Massive Vorwürfe in der Sportpresse gegen ehemaligen Actebis-Kadermann
Der ehemalige Actebis-Kadermann und Verwaltungsrat des Eishockey-Clubs SCL Tigers, Armin Müller, steht im Kreuzfeuer der Kritik. An einer Pressekonferenz am Samstagmorgen in einem Langnauer Restaurant erhoben Müllers ex VR-Kollegen bei den "Tigers", Ruedi Soltermann und Hans Grunder, massive Vorwürfe gegen Müller. Soltermann ist als Chef von MTF Thörishaus in der Schweizer IT-Szene kein Unbekannter.
Müller sei ein "Hochstapler" (Bund) und "Betrüger" (Zentralschweiz online). Müller soll seinen (unschuldigen) Verwaltungsratskollegen nicht-vorhandene Sponsoring-Gelder versprochen haben, lassen sich Soltermann und Grunder in der Sportpresse zitieren. Ja, die beiden sprechen sogar von "Vertragsfälschungen" (SonntagsZeitung) und "fingierten E-Mails" (Blick). Und im SonntagsBlick wird suggeriert, die Sponsoren "aus der Computerbranche" wie Cybernet, Benq, Fujitsu Siemens, Steg und Swissbit seien von Müller zu Gratiswerbung eingeladen worden. Ausserdem wird weitherum kolportiert, gegen Müller laufe Actebis-intern eine Untersuchung wegen "Unregelmässigkeiten in zweistelliger Millionenhöhe".

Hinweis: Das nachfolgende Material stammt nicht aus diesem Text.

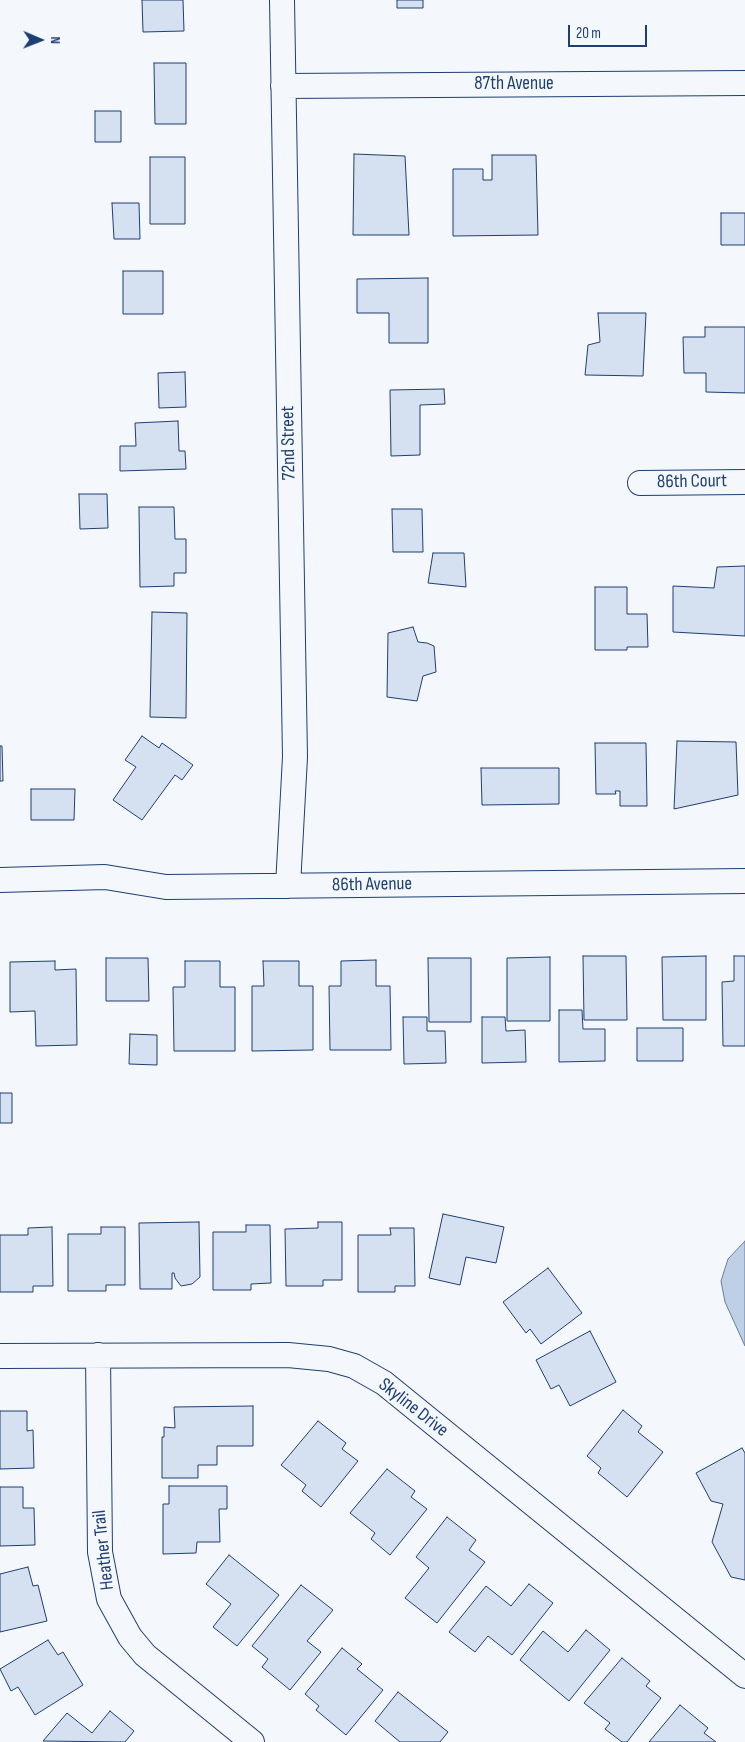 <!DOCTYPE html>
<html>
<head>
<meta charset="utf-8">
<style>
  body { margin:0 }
  #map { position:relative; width:745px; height:1742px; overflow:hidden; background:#f4f7fb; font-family:"Sofia Sans Condensed",sans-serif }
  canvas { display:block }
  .north { position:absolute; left:15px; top:15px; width:50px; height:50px; -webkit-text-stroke:4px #f4f7fb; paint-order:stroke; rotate:91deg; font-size:14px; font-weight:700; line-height:20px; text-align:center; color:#1d3f73 }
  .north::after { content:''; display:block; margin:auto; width:18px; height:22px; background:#1d3f73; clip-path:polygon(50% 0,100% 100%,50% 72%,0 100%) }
  .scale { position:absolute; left:568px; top:25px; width:79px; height:22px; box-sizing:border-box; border:2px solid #1d3f73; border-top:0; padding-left:6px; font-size:15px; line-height:18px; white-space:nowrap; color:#1d3f73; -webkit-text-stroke:4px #f4f7fb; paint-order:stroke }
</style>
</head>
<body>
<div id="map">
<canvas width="745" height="1742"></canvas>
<div class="north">N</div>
<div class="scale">20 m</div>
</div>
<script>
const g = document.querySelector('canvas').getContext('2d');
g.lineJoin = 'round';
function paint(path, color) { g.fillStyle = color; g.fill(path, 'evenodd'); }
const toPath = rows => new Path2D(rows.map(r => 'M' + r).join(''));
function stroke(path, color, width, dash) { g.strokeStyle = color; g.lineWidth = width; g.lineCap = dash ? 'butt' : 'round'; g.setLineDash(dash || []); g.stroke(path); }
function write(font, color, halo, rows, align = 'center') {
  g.font = font + ' "Sofia Sans Condensed",sans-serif'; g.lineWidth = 4; g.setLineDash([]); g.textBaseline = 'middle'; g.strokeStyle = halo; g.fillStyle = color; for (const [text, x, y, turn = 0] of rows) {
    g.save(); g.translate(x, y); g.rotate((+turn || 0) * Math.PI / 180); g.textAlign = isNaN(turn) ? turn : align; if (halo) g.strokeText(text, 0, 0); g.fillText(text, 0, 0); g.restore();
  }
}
const water = toPath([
  [745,1241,745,1346,725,1302,721,1281,728,1259,745,1241]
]);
paint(water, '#bed0e5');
stroke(water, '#687fa3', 1);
const building = toPath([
  [142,0,183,0,184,31,143,32,142,0],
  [397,0,423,0,423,8,397,8,397,0],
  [154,63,186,63,186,124,155,124,154,63],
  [95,111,121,111,121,142,95,142,95,111],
  [354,154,405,156,409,235,353,235,354,154],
  [492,155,536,155,538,235,453,236,453,169,483,169,483,180,492,180,492,155],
  [150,157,185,157,185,224,150,224,150,157],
  [112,203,139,203,140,239,114,239,112,203],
  [721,213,745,213,745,245,721,245,721,213],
  [123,271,163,271,163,314,123,314,123,271],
  [428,278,428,343,389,343,389,313,357,313,357,279,428,278],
  [598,313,646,313,643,376,585,375,588,345,600,342,598,313],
  [705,327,745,327,745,393,706,392,706,373,684,373,683,337,705,337,705,327],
  [185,372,186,407,159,408,158,373,185,372],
  [444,389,445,404,420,405,420,455,391,456,390,390,444,389],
  [178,421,179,451,185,451,186,469,120,471,120,446,136,446,135,423,178,421],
  [79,494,107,494,108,528,80,529,79,494],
  [139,507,174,507,175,539,186,539,186,573,174,573,174,586,140,587,139,507],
  [392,509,422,509,423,552,393,552,392,509],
  [433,553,464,553,466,587,428,583,433,553],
  [745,566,745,636,673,632,673,586,714,588,717,567,745,566],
  [595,587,627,587,627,614,647,614,648,647,627,647,627,650,595,650,595,587],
  [152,612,187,613,186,718,150,717,152,612],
  [413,627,418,642,427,643,434,646,436,672,423,676,417,701,387,697,388,633,413,627],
  [142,736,159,748,162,743,193,765,182,780,175,775,142,820,113,800,136,767,125,760,142,736],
  [677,741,736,742,738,795,674,809,677,741],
  [595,743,646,743,647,806,620,806,620,791,615,791,616,794,596,794,595,743],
  [0,746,2,746,3,781,0,781,0,746],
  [481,768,559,768,559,804,482,805,481,768],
  [31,789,75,789,74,820,31,820,31,789],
  [583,956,626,956,627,1020,584,1020,583,956],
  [706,956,706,1020,663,1020,662,957,706,956],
  [734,956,745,956,745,1046,723,1046,722,982,734,981,734,956],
  [550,957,550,1021,507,1021,507,958,550,957],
  [106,958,148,958,149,1001,106,1001,106,958],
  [428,958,471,958,471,1022,429,1022,428,958],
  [376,960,376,986,390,986,391,1050,330,1050,329,986,341,986,341,961,376,960],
  [55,961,55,970,76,969,77,1045,36,1046,35,1011,10,1012,10,962,55,961],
  [185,961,220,961,220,987,235,987,235,1051,174,1051,173,987,185,987,185,961],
  [263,961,299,961,299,986,313,986,313,1050,252,1051,252,986,264,986,263,961],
  [559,1010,582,1010,583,1029,605,1029,605,1061,559,1062,559,1010],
  [403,1017,427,1017,427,1031,445,1031,446,1063,404,1064,403,1017],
  [482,1017,505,1017,506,1031,525,1030,526,1062,482,1063,482,1017],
  [637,1028,683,1028,683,1061,637,1061,637,1028],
  [130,1034,157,1035,157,1065,129,1064,130,1034],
  [0,1093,12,1093,12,1123,0,1123,0,1093],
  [443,1214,504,1227,496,1263,466,1257,460,1285,429,1278,443,1214],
  [199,1222,200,1277,192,1284,181,1286,175,1278,174,1273,172,1273,172,1289,140,1289,139,1223,199,1222],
  [318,1222,342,1222,342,1280,323,1280,323,1286,286,1286,285,1229,318,1228,318,1222],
  [246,1225,270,1225,271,1283,251,1284,251,1290,213,1290,213,1232,246,1232,246,1225],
  [52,1227,53,1286,33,1286,33,1292,0,1292,0,1235,28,1235,28,1228,52,1227],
  [101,1227,125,1227,125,1285,106,1285,106,1291,68,1291,68,1234,101,1234,101,1227],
  [390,1228,414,1228,415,1286,395,1286,395,1292,358,1292,358,1235,391,1235,390,1228],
  [548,1268,582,1313,541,1344,530,1329,526,1333,503,1302,548,1268],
  [590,1331,616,1382,570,1406,559,1385,551,1389,536,1360,590,1331],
  [253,1406,253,1446,217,1446,217,1465,198,1465,198,1478,162,1478,162,1437,164,1437,164,1427,175,1428,174,1407,253,1406],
  [623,1410,642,1426,638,1432,663,1452,627,1497,598,1473,601,1468,587,1456,623,1410],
  [0,1411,27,1411,27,1431,33,1430,34,1468,0,1469,0,1411],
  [318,1421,346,1443,342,1449,358,1461,321,1507,302,1491,306,1485,281,1465,318,1421],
  [742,1448,745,1453,745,1580,731,1577,712,1542,723,1504,711,1501,696,1473,742,1448],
  [387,1469,415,1491,411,1497,427,1509,390,1555,371,1539,375,1533,350,1513,387,1469],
  [169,1486,227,1486,227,1509,219,1509,220,1542,197,1542,196,1553,163,1554,163,1504,169,1504,169,1486],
  [0,1487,23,1487,23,1508,34,1508,35,1545,0,1546,0,1487],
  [447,1517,476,1540,469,1550,485,1562,437,1623,405,1598,429,1568,416,1557,447,1517],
  [229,1555,279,1595,237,1646,213,1627,231,1604,206,1584,229,1555],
  [28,1567,33,1586,38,1585,47,1621,0,1632,0,1574,28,1567],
  [529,1584,553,1603,512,1655,488,1636,475,1652,449,1632,486,1586,511,1606,529,1584],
  [301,1585,333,1610,307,1641,321,1652,290,1690,262,1667,268,1659,252,1646,301,1585],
  [586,1630,610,1650,569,1701,520,1660,543,1631,568,1652,586,1630],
  [48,1640,58,1655,63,1652,83,1685,35,1715,18,1687,11,1691,0,1669,48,1640],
  [342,1648,362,1664,357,1669,383,1690,346,1735,316,1710,319,1706,305,1694,342,1648],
  [622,1658,650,1681,646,1686,661,1698,627,1742,622,1742,605,1729,610,1723,584,1703,622,1658],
  [398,1692,448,1732,440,1742,400,1742,375,1721,398,1692],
  [680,1705,708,1728,704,1733,716,1742,649,1742,680,1705],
  [110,1711,134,1731,125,1742,43,1741,67,1713,92,1733,110,1711]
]);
paint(building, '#d5e0f0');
stroke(building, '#1d3f73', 1);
const minor = toPath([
  [282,0,295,757,288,886],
  [283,86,745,83],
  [640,483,745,482],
  [0,880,105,877,166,887,745,881],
  [98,1355,100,1552,109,1599,130,1637,145,1655,252,1742],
  [0,1356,288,1355,329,1359,354,1366,384,1383,745,1676]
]);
stroke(minor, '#1d3f73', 26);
stroke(minor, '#f4f7fb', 24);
write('19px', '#1d3f73', '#f4f7fb', [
  ["87th Avenue",514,84],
  ["72nd Street",289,443,-91],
  ["86th Court",692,482,-1],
  ["86th Avenue",372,885,-1],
  ["Skyline Drive",413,1408,38],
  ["Heather Trail",104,1550,-96]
]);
</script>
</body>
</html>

Tatsächlich bestätigt Actebis-Sprecherin Jessica Binder, dass es eine interne Untersuchung bei Actebis gibt. Um welche Summen es sich bei dieser Untersuchung handelt, wollte sie aber nicht sagen. Eine Strafklage gegen Müller seitens Actebis gibt es zur Zeit nicht.
Ungereimtheiten
Zumindest im Fall von Hauptsponsor Cybernet stimmt die Unterstellung, von Müller "Gratiswerbung" bei den SCL-Tigers bekommen zu haben, nicht. In einer Stellungnahme von heute Montag weist Cybernet Vorwürfe entschieden zurück. Man ist bei Cybernet "erstaunt und enttäuscht" über die Unterstellung, umso mehr, als dass Cybernet auch für die nächste Saison als Sponsor der SCL-Tigers auftreten will.
Stutzig macht uns, dass die beiden übrig gebliebenen SCL-Verwaltungsräte Soltermann und Grunder ausgerechnet während Müllers Ferien zur Pressekonferenz in Langnau luden, dort massive Vorwürfe an seine Adresse erheben und gar eine Strafklage gegen ihn ankündigen. Müller selbst konnte zu keinem der massiven Vorwürfe Stellung nehmen.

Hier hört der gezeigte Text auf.